We could of course be slightly smarter in our exploration budget. This reminds me of Antithesis’s series of playing NES games using their testing framework. They use a hypervisor to turn playing the game into a tree search: they can record and restart the program from any point and provide new inputs. Their testing framework then provides an exploration strategy for what states to continue exploring from. With ever smarter exploration strategies they can beat an impressive series of games.
You could imagine a similar approach here setting up heuristics to explore the tree. Q-learning is a way to pick paths down the tree that are the most promising. You use reinforcement learning to estimate the potential reward from a state: in this case whether we solve the puzzle. Then when exploring the tree you prioritize moves which have higher values of Q.

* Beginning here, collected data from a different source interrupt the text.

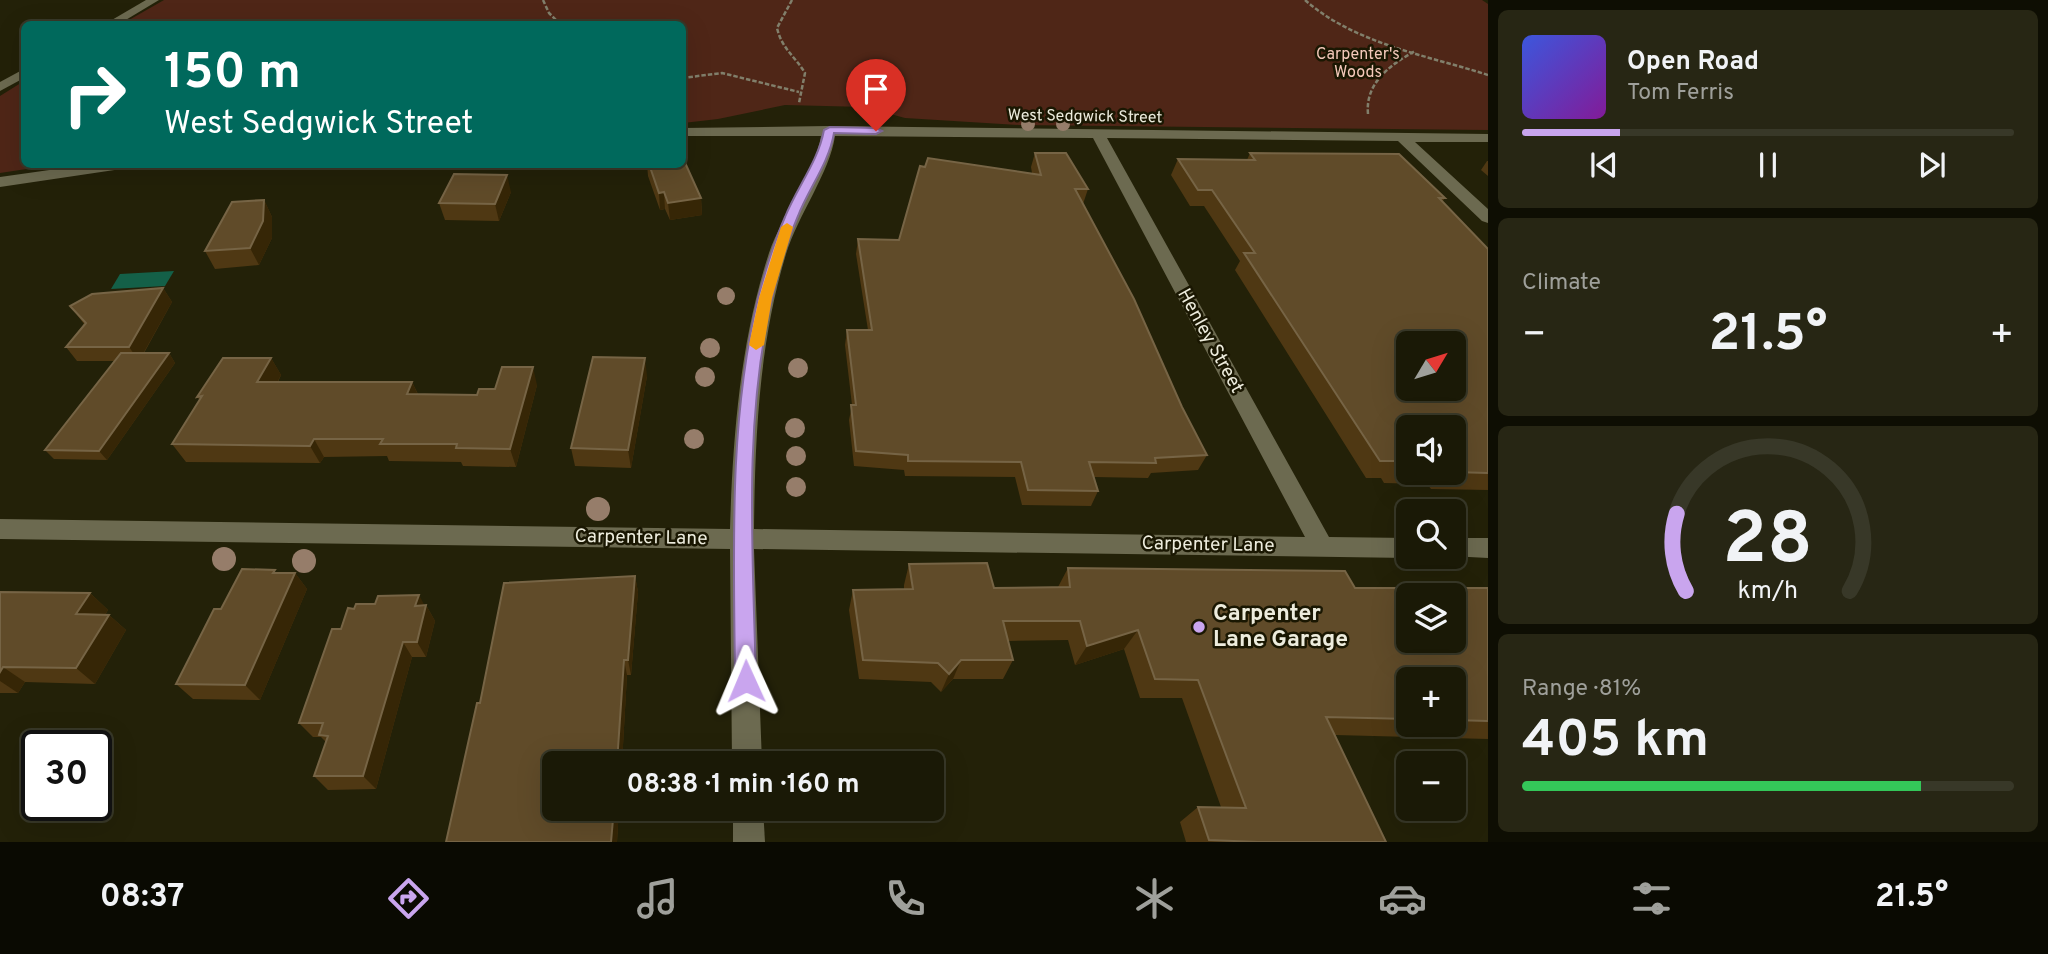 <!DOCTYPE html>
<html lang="en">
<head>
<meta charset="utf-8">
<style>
  body { margin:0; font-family:Overpass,sans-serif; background:#272614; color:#f1f3f6; height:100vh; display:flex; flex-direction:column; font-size:26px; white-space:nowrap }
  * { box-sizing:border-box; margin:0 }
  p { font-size:23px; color:#9fa09b }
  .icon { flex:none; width:38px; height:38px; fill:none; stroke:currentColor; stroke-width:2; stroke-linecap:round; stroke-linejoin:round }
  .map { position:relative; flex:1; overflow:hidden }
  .drawer { display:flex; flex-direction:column; gap:10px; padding:10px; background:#0e0e03; width:560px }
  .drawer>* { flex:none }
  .hud { position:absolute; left:21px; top:21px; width:665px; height:147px; border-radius:10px; box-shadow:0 7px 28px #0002,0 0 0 2px #383828; background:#00695c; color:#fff; overflow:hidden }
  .needle { width:46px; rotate:52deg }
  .controls { position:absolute; left:1396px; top:331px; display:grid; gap:14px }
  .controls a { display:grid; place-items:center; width:70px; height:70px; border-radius:10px; background:#1a1906; box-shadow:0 7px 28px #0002,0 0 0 2px #383828; font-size:35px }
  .speed { position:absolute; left:21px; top:730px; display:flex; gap:14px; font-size:35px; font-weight:700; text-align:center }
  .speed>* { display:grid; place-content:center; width:91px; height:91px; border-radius:50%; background:#1a1906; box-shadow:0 7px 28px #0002,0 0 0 2px #383828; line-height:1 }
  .speed .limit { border:4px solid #111; border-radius:10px; background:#fff; color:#111 }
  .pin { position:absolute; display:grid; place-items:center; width:60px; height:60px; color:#fff; margin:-72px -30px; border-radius:50% 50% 50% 0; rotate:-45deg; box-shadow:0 0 7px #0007 }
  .pin .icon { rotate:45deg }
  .me { position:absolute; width:77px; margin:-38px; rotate:359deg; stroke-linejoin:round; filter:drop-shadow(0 0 5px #0008) }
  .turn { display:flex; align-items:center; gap:24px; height:147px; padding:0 28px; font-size:32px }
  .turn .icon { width:91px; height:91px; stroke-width:2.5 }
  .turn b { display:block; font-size:49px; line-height:60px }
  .big { font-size:52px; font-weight:700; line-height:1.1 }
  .drawer .tile { flex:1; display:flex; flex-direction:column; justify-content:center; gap:10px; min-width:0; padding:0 24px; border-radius:10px; background:#272614 }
  .drawer .dial { align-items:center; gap:0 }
  .dial svg { height:182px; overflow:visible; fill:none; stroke:#383828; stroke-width:7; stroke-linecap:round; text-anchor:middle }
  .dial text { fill:#f1f3f6; stroke:none }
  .song { display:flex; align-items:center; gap:21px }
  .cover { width:84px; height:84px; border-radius:10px; background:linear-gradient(135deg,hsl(230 70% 55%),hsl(290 70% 35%)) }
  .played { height:7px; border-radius:4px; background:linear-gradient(90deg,#c9a5ee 20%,#383828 20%) }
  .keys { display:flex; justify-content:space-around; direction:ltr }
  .heat { display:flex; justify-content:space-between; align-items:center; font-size:38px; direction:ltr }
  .charge { height:10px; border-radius:5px; background:linear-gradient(90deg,#34c759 81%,#383828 0) }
  .trip { position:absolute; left:542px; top:751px; width:402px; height:70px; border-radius:10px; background:#1a1906; box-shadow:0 7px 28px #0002,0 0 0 2px #383828; font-weight:700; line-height:70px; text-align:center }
  .tabs { display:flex; height:112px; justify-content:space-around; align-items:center; background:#0a0a02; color:#9fa09b }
  .tabs .icon { width:49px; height:49px }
  .tabs .selected { color:#c9a5ee }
  .tabs b { font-size:32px; color:#f1f3f6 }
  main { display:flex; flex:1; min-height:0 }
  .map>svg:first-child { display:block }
  .green { fill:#4f2617 }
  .water { fill:#146048 }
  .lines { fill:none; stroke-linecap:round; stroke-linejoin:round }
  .path { stroke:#817f6b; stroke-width:2.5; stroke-dasharray:4.5 2; stroke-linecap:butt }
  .minor { fill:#6c6a50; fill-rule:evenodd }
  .tree { fill:#967d6a }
  .wall { fill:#4f3813; fill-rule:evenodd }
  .shaded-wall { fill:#362606 }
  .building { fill:#604b29; stroke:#766445; stroke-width:2; fill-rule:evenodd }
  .route { fill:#c9a5ee; stroke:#836b9b; stroke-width:2 }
  .slow { fill:#f59e0b }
  .poi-dot { fill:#c9a5ee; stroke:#1a1702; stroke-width:2.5 }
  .labels { text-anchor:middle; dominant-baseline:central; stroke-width:5; stroke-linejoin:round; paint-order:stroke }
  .far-park-label { font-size:16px; fill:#f4c9ba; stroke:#1a1702 }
  .far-street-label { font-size:16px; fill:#edecdd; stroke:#1a1702 }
  .street-label { font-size:19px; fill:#edecdd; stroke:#1a1702 }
  .near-poi-label { font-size:23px; font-weight:bold; fill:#edecdd; stroke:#1a1702; text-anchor:start }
</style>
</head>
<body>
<main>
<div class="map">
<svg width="1488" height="842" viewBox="0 0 1488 842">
  <rect width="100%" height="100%" fill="#232108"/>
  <g class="green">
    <path d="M164,0H1482L1488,4V130L1019,125L905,118L865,107L785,105L718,119L683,123L682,24H122Z"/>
    <path d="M24,81V164L53,165L0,173V96Z"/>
  </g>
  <path class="water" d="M174,271L165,286L111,289L120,274Z"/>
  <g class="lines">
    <g class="path">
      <path d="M543,0L549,13L560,24"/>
      <path d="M792,0L777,28C782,49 794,55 805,73L799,103"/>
      <path d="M1305,0C1355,44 1426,55 1488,75"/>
      <path d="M682,78L722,73L799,92"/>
      <path d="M1368,114C1365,83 1390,65 1415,51"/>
    </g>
    <g class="minor">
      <path d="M146,0H159L119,24H105Z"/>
      <path d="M24,69V78L0,91V82Z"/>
      <path d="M829,126L1488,134V142H1415L1488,209V223L1482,221L1398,141L1107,138L1329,537L1409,538V556H1413L1409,558L754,549L762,763H732L730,549L0,539V519L730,529C733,436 740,342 769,253C782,215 815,173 821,136H682V128ZM835,136L1093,138L1305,537L754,529C755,437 759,343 786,254C798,215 830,172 835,136Z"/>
      <path d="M92,164H135L128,168L0,187V177Z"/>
      <path d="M1454,538H1488V558L1450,556H1454Z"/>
      <path d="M733,808H763L765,842H733Z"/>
    </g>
  </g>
  <g class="tree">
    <circle cx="1028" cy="124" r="7"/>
    <circle cx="1063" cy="124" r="7"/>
    <circle cx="726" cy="296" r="9"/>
    <circle cx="710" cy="348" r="10"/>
    <circle cx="798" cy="368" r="10"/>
    <circle cx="705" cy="377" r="10"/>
    <circle cx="795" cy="428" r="10"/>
    <circle cx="694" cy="439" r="10"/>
    <circle cx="796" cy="456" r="10"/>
    <circle cx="796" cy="487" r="10"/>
    <circle cx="598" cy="509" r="12"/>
    <circle cx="224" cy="559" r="12"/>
    <circle cx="304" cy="561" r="12"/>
  </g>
  <g class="wall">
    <path d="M1035,153L1088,189L1083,204L1182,407L1207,455L1198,470L1151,473L1148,478L1094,477L1098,491L1091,506L1022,505L1015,477L905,476L904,470L854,466L849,420L852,405L845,345L847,330H868L856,254L858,239L899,240L1032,173L1031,167Z"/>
    <path d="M1250,153L1445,198L1442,202L1488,249V490L1431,489L1427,484L1384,483L1381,478H1366L1235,270L1240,261L1204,206H1190L1171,175L1178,159L1247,160ZM1409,427L1454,472H1409Z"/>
    <path d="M1487,161H1488V176L1481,170Z"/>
    <path d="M647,164H682L701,198L702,215L670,220L665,209L660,210L648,176Z"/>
    <path d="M511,192L499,221L445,220L439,203Z"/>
    <path d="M264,200L272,217V238L259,265L215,269L205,251Z"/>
    <path d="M163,288L172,302L144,353H169L175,363L107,460L54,459L45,450L115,361H77L66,347L84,324L70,306Z"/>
    <path d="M271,358L281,375L278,382H412L418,394L477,395L495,389L537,385L516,467L463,466L461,462L389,461L387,456L324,457L320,463L186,462L172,444L200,400L197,397Z"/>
    <path d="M647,376L631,468L575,466L571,448Z"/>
    <path d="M909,564L994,588L1058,587L1068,568L1355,588H1488V739L1335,735L1386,842H1186L1180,822L1198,807H1221L1182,698H1140L1124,649L1075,665L1068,640L1008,641L1013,660L1003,679H953L941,692L931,682L859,679L849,610L853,590H904V585ZM1409,679H1454V724H1409Z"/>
    <path d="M277,573H295L307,589L260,700L193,699L176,684L221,609Z"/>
    <path d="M635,576L638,592L631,675H627L622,763H555V808H619L617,842H446L477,703H480L504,583Z"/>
    <path d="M0,592L90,593L108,610L105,615H109L126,630L95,684L25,682L18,693H0Z"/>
    <path d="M375,604L426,605L435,621L426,657H412L376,789L328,790L314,776L326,742L321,737H313L299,723L341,629L354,609Z"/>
  </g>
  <g class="shaded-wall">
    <path d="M507,175L511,192L499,221L495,204Z"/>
    <path d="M664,192L665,209L660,210L659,193Z"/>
    <path d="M701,198L702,215L670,220L668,203Z"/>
    <path d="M264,200L272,217V238L259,265L250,248Z"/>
    <path d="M163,288L172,302L139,361L129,347Z"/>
    <path d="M169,353L175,363L107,460L99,451Z"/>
    <path d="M271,358L281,375L268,400L257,382Z"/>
    <path d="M645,358L647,376L631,468L628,450Z"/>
    <path d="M533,367L537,385L516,467L510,449Z"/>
    <path d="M412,382L420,399L407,394Z"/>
    <path d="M314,439L324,457L320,463L310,446Z"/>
    <path d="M295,573L307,589L260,700L245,685Z"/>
    <path d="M635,576L638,592L631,675L628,660Z"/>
    <path d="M90,593L108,610L95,630L76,614Z"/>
    <path d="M419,595L426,608V605L435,621L426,657L417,642L415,606Z"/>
    <path d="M109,615L126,630L95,684L76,668Z"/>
    <path d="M1138,630L1124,649L1075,665L1087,646Z"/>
    <path d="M403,642L412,657L376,789L363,776Z"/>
    <path d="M624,660L627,675L622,763H617Z"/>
    <path d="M961,660L953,679L941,692L949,674Z"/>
    <path d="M3,667L25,682L18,693L0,681V672Z"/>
    <path d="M614,808H619L617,842H611Z"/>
  </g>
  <g class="building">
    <path d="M1035,153H1066L1088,189H1075L1134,299L1182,407L1207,455L1155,458L1156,463L1089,462L1098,491L1028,490L1021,462L908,461V455L856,451L851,405H856L847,330H872L858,239L899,240L920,166L925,167L928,158L1041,175Z"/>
    <path d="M1250,153L1399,154L1445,198H1439L1488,249V473L1453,472H1454V427H1409V466H1400L1396,461H1380L1244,253H1255L1212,190H1198L1178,159L1255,160ZM1409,343H1454V388H1409Z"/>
    <path d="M682,156L701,198L668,203L664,192L659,193L649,164H682Z"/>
    <path d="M454,174L507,175L495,204L439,203Z"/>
    <path d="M264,200L263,221L250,248L205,251L232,202Z"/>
    <path d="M163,288L129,347H66L86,323L70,306L92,294Z"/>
    <path d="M121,353H169L99,451L45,450Z"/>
    <path d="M593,357L645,358L628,450L571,448Z"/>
    <path d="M223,358H271L257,382H412L407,394L477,395L479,389H495L502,367H533L510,449L456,448L457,444H380L383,439H314L310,446L172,444L202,396L197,397Z"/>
    <path d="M987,563L994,588L1070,587L1068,568L1345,571L1355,588H1488V721L1454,720V679H1409V719L1326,717L1386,842H1258L1209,840L1198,807L1246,808L1198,680L1155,679L1138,630L1087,646L1080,621H1003L1013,660H961L949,674L938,663L863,660L853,590L913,589L909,564ZM1409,595H1454V640H1409Z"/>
    <path d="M242,569L275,570L273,573H295L245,685L176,684L214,609H221Z"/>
    <path d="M635,576L628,660H624L617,763H555V808H614L611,842H446L477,703H480L504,583Z"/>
    <path d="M0,592L90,593L76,614L109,615L76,668L3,667L0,672Z"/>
    <path d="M419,595L415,606L426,605L417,642H403L363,776H314L328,736L319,735L323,723H299L332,629H341L348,608L354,609L356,604H375L378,596Z"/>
  </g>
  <path class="route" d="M830,127L876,128L882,131L876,134L834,133C829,163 809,188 798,216C787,241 778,271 772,298C743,424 753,553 756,681L753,688L746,691L738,688L735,681C734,553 728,424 758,298C765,272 774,242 785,217C797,187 818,162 824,130Z"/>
  <path class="slow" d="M787,223L793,227L772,298L764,345L756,350L749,345L759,298L781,227Z"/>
  <circle class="poi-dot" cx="1199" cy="627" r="7"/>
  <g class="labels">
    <g class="far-park-label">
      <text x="1358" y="55">Carpenter's<tspan x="1358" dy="18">Woods</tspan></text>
    </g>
    <g class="far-street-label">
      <text transform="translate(1085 117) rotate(1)">West Sedgwick Street</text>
    </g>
    <g class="street-label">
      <text transform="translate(1210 341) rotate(61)">Henley Street</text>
      <text transform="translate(641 538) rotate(1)">Carpenter Lane</text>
      <text transform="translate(1208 545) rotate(1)">Carpenter Lane</text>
    </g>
    <g class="near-poi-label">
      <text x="1213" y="614">Carpenter<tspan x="1213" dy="26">Lane Garage</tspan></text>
    </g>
  </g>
</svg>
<div class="controls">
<a><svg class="needle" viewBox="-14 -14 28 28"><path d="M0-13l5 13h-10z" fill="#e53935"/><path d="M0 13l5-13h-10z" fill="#9fa09b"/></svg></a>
<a><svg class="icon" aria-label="sound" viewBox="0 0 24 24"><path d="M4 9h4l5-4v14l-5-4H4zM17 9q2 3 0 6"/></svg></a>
<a><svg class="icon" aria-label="search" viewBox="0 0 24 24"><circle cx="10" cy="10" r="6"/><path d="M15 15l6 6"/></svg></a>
<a><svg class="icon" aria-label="layers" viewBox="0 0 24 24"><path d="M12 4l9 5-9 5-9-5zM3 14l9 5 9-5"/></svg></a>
<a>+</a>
<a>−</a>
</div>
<div class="speed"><div class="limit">30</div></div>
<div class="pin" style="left:876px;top:131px;background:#d93025"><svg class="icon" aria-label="arrive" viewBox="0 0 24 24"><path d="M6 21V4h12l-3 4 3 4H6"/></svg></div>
<svg class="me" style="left:746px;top:681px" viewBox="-20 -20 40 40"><path d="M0-17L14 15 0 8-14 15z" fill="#c9a5ee" stroke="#fff" stroke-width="4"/></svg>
<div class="trip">08:38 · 1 min · 160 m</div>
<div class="hud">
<div class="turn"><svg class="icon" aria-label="right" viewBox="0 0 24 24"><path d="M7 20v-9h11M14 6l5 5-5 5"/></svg><div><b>150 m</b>West Sedgwick Street</div></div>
</div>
</div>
<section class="drawer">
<div class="tile">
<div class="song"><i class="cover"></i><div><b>Open Road</b><p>Tom Ferris</p></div></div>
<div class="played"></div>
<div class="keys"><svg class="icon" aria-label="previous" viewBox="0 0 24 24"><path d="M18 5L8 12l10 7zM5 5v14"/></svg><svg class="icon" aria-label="pause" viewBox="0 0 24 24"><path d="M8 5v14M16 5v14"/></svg><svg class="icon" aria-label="next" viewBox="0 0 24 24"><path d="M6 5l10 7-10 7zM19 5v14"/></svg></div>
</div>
<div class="tile"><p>Climate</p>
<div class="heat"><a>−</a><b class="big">21.5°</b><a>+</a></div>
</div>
<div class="tile dial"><svg viewBox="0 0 100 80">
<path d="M14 69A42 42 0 1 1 86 69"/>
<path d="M14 69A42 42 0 0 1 10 35" stroke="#c9a5ee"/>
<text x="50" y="56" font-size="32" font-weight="700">28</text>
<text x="50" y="72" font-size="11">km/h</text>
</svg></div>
<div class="tile"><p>Range · 81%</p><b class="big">405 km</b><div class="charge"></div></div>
</section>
</main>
<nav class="tabs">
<b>08:37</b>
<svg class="icon selected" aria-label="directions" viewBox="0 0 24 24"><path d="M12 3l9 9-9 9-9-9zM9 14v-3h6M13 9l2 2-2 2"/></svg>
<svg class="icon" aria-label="music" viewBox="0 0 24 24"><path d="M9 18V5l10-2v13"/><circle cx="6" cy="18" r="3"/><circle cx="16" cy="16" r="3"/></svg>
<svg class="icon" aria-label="phone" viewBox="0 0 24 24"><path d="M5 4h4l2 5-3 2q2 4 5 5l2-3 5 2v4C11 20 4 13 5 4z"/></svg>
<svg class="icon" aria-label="climate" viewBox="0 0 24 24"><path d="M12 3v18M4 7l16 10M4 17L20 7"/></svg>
<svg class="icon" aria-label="car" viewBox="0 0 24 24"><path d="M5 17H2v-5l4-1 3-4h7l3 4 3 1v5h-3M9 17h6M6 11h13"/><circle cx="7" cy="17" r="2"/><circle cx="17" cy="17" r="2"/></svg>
<svg class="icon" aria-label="filters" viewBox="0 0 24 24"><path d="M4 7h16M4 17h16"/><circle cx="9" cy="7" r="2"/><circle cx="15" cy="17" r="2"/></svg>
<b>21.5°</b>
</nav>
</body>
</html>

The problem with Q-learning is that formulating the reward is tricky. It would work for one level / or maybe one level type. But then when faced with a different objective all your past learning won’t help. Your best bet is maybe some transfer learning but you’d still need to retrain on this new objective 2. More damningly you also have to relearn each time you get a new or upgraded ability.
As I play the game I find myself approaching the game from a different angle. Instead of starting at the top of the tree I look for intermediate states: often ones suggested by the sub-objectives: “I need to be here to switch this terminal but can’t be shot by this guy but there is a nice window he could be defenestrated from but only Jan has sufficient pushback to do it.” I’d label this the strategy layer: very similar to Q-learning I am prioritizing states but at the start rather than as I go down the tree. This gives me a natural set of subgoals to try to achieve in the “tactics” phase where I do more brute force checking how to reach those states. There is natural slippage: I just need to be in a close enough state to my target state which often reveals itself further in this process: “maybe that last enemy can be shot by Zan because I need the mana boost.”
What this exercise has revealed to me is that I definitely need to read up more on reinforcement learning and game AI.